SuperComputing 2018

Global Petascale to Exascale Science Workflows Accelerated by Next Generation Software Defined Network Architectures and Applications

Tools used in SC '18

FDT - One of the key advances in this demonstration was Fast Data Transport (FDT;, an open source Java application developed by the Caltech team in close collaboration with the Polytehnica Bucharest team. FDT runs on all major platforms and uses the NIO libraries to achieve stable disk reads and writes coordinated with smooth data flow across long-range networks.

The FDT application streams a large set of files across an open TCP socket, so that a large data set composed of thousands of files, as is typical in high-energy physics applications, can be sent or received at full speed, without the network transfer restarting between files. FDT works with Caltech's MonALISA system to dynamically monitor the capability of the storage systems as well as the network path in real-time, and sends data out to the network at a moderated rate that achieves smooth data flow across long range networks.

MonALISA - MonALISA, stands for Monitoring Agents using a Large Integrated Services Architecture, has been developed by Caltech and its partners with the support of the U.S. CMS software and computing program. The framework is based on Dynamic Distributed Service Architecture and is able to provide complete monitoring, control and global optimization services for complex systems.

The MonALISA system is designed as an ensemble of autonomous multi-threaded, self-describing agent-based subsystems which are registered as dynamic services, and are able to collaborate and cooperate in performing a wide range of information gathering and processing tasks. The system is designed to easily integrate existing monitoring tools and procedures and to provide this information in a dynamic, customized, self describing way to any other services or clients.

OpenDaylight - Addressing a yet unsolved issue in LHCONE, namely the efficiency in interconnecting multiple network domains over more than one connection, Caltech is investigating and has made significant progress in developing the use of north bound interfaces to OpenDaylight SDN contoller for efficiently managing multipath networks. The software has been released under OpenSource license and is available on the github:

Caltech first started working on the OpenFlow Link-layer MultiPath Switching (OLiMPS) project, funded by DOE/OASCR, the group has developed an OpenFlow controller based on Big Switch’s Floodlight open-source controller. Specific code improvements include a more versatile and extensible internal architecture and configuration management features, an improved command line interface, and a range of advanced features.

Later in 2014 through Cisco Research funding, the code was partially converted to the OpenDaylight SDN platform as was demonstrated in SC14 conference. Currently the code is written for the Hydrogen release, however it will be matured for the Helium release in the coming months during the year 2016.

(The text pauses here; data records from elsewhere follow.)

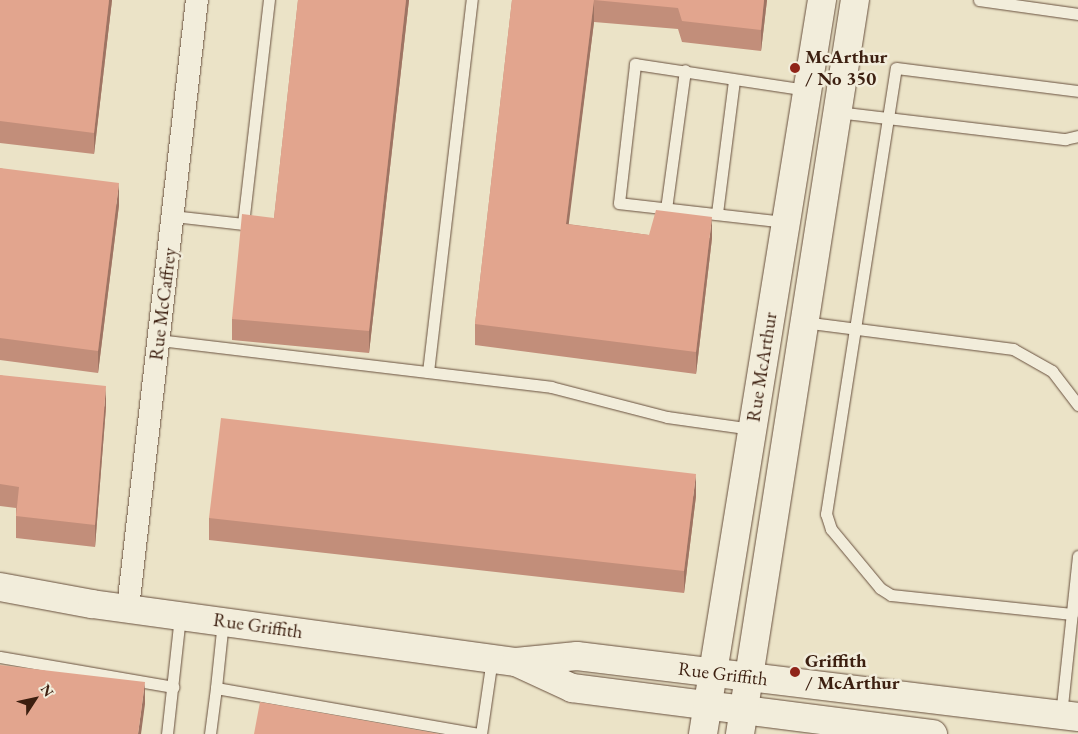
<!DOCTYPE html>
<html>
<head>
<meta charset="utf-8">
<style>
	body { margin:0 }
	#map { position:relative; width:1078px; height:734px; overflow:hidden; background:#ebe3c7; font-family:"EB Garamond",serif }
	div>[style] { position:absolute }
	.roads { filter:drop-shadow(0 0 1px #68503e) drop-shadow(0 0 1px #68503e) }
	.service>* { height:11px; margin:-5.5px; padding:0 5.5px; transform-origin:5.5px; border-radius:5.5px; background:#f2eddb }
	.minor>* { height:22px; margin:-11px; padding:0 11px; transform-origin:11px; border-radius:11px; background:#f2eddb }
	.tertiary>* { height:28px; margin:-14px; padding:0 14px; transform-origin:14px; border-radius:14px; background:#f2eddb }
	.wall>* { inset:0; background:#c28e7a }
	.shaded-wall>* { inset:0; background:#9e7463 }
	.building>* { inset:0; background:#e2a58e }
	.dots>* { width:14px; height:14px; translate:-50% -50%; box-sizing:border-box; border:2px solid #f2eddb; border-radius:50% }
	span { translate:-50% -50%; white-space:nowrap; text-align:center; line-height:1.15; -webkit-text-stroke:5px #f2eddb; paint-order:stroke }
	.poi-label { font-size:19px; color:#3c1f10; font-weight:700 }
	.left { translate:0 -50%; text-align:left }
	.street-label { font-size:19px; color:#3c1f10 }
	.north { position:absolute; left:10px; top:674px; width:50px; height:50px; -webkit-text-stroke:4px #f2eddb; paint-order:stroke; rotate:55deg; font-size:14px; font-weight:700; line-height:20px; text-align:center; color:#3c1f10 }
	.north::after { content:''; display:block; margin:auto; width:18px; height:22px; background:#3c1f10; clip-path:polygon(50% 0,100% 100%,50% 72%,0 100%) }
</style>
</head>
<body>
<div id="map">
	<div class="roads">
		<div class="service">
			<div style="left:979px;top:0;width:100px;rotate:8deg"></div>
			<div style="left:837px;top:112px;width:230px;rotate:6.8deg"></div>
			<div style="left:1065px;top:139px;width:13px;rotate:-13deg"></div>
			<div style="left:666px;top:209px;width:140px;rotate:-82.2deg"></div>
			<div style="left:717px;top:213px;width:134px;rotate:-82.7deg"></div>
			<div style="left:173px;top:216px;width:70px;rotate:6.5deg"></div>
			<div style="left:243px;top:224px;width:226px;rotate:-83.4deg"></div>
			<div style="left:785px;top:222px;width:167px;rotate:-173.5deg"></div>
			<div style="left:619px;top:203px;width:140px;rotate:-83.4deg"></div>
			<div style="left:635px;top:64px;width:174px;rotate:8.6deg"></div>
			<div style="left:803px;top:322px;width:212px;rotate:7.3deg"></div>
			<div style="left:1013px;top:349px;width:45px;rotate:29.4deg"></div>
			<div style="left:1052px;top:371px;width:43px;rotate:52.6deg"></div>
			<div style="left:159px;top:340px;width:395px;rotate:6.8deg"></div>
			<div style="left:551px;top:387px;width:120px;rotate:14.5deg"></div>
			<div style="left:667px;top:417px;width:86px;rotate:8deg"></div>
			<div style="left:428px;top:372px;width:375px;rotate:-83.3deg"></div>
			<div style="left:1072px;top:614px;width:182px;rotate:-174deg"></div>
			<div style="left:891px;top:595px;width:13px;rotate:-148deg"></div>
			<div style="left:880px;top:588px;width:77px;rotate:-129.7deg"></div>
			<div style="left:831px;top:529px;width:16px;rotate:-108deg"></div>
			<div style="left:826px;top:514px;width:451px;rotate:-81.1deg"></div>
			<div style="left:896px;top:68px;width:183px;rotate:7.2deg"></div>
			<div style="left:223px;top:621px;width:67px;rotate:96deg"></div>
			<div style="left:216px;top:688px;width:268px;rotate:9.9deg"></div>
			<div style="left:0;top:657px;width:176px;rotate:9.8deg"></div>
			<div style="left:1061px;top:715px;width:160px;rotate:-83.9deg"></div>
			<div style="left:167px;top:734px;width:119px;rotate:-83.7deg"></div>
			<div style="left:210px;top:734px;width:46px;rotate:-82.6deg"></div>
			<div style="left:481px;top:734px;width:76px;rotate:-81.7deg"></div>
		</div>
		<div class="minor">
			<div style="left:128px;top:608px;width:612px;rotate:-83.53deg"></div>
		</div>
		<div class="tertiary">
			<div style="left:0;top:587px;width:94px;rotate:10.5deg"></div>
			<div style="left:92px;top:604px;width:428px;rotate:7.8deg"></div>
			<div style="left:516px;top:662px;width:61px;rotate:-5.6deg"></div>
			<div style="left:577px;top:656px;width:505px;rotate:6.94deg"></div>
			<div style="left:516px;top:662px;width:62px;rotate:24.9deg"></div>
			<div style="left:572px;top:688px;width:364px;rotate:7.3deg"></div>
			<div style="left:703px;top:734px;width:744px;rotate:-80.79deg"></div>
			<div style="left:740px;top:734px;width:743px;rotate:-81.1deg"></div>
		</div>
	</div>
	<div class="wall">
		<div style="clip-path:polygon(0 0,112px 0,94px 154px,0 143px)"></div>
		<div style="clip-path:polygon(298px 0,409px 0,369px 353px,232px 340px,232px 319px,274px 218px)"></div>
		<div style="clip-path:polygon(512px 0,767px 0,761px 51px,682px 42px,678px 29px,594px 22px,568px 224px,649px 235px,712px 238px,696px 374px,475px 345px,475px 324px)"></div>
		<div style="clip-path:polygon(0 168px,119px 205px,98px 373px,0 360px)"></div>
		<div style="clip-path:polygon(0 375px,106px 407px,95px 547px,16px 538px,16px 508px,0 506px)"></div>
		<div style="clip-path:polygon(696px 496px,684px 593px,209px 540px,209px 518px)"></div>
	</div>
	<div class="shaded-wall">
		<div style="clip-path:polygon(109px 0,112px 0,94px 154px,94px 133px)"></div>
		<div style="clip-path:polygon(406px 0,409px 0,369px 353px,369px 331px)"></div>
		<div style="clip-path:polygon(594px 0,594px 22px,566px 246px,566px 224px)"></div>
		<div style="clip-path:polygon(764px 0,767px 0,761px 51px,761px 30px)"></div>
		<div style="clip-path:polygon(119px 183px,119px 205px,98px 373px,98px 351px)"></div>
		<div style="clip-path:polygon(712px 217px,712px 238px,696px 374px,696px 352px)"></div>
		<div style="clip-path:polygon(106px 386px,106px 407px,95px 547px,95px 525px)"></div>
		<div style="clip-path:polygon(696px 474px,696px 496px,684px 593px,684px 571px)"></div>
		<div style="clip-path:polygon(145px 682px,145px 704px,141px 734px,138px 734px)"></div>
	</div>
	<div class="building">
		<div style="clip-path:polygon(0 0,109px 0,94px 133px,0 121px)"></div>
		<div style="clip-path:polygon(298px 0,406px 0,369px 331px,232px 319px,242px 214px,274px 218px)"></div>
		<div style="clip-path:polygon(512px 0,764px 0,761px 30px,682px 21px,678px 8px,594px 0,566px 224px,649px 235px,656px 210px,712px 217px,696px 352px,475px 324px)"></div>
		<div style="clip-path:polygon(0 168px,119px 183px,98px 351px,0 338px)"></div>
		<div style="clip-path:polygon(0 375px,106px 386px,95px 525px,16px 516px,19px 487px,0 484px)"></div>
		<div style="clip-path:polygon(221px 418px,696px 474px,684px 571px,209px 518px)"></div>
		<div style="clip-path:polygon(0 665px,145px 682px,138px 734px,0 734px)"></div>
		<div style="clip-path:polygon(260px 702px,440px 734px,254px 734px)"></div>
	</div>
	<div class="dots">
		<div style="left:795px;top:68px;background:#8f2418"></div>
		<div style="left:795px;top:672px;background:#8f2418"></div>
	</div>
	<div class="poi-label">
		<span class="left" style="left:805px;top:68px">McArthur<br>/ No 350</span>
		<span class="left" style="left:805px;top:672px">Griffith<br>/ McArthur</span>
	</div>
	<div class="street-label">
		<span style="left:163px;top:304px;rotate:-83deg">Rue McCaffrey</span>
		<span style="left:762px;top:367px;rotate:-81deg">Rue McArthur</span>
		<span style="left:258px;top:626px;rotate:8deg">Rue Griffith</span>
		<span style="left:723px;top:674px;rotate:7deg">Rue Griffith</span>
	</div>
	<div class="north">N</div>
</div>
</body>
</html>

PhEDEx - PhEDEx is the data-placement management tool for the CMS experiment at the LHC. It manages the scheduling of all large-scale WAN transfers in CMS, ensuring reliable delivery of the data. It consists of several components:

  • an Oracle database, hosted at CERN
  • a website and data-service, which users (humans or machine) use to interact with and control PhEDEx
  • a set of central agents that deal with routing, request-management, bookkeeping and other
  • activities. These agents are also hosted at CERN, though they could be run anywhere. The key point is that there is only one set of central agents per PhEDEx instance
  • a set of site-agents, one set for every site that receives data

PhEDEx maintains knowledge and history of transfer performance, and the central agents use that information to choose among source replicas when a user makes a request (users specify the destination, PhEDEx chooses the source).

The central agents then queue the transfer to be processed by the site agents. PhEDEx operates in a data-pull mode, the destination site pulls the data to itself when it is ready. This gives the sites more control over the activity at their site, so they can ensure that neither their network nor their storage are overloaded.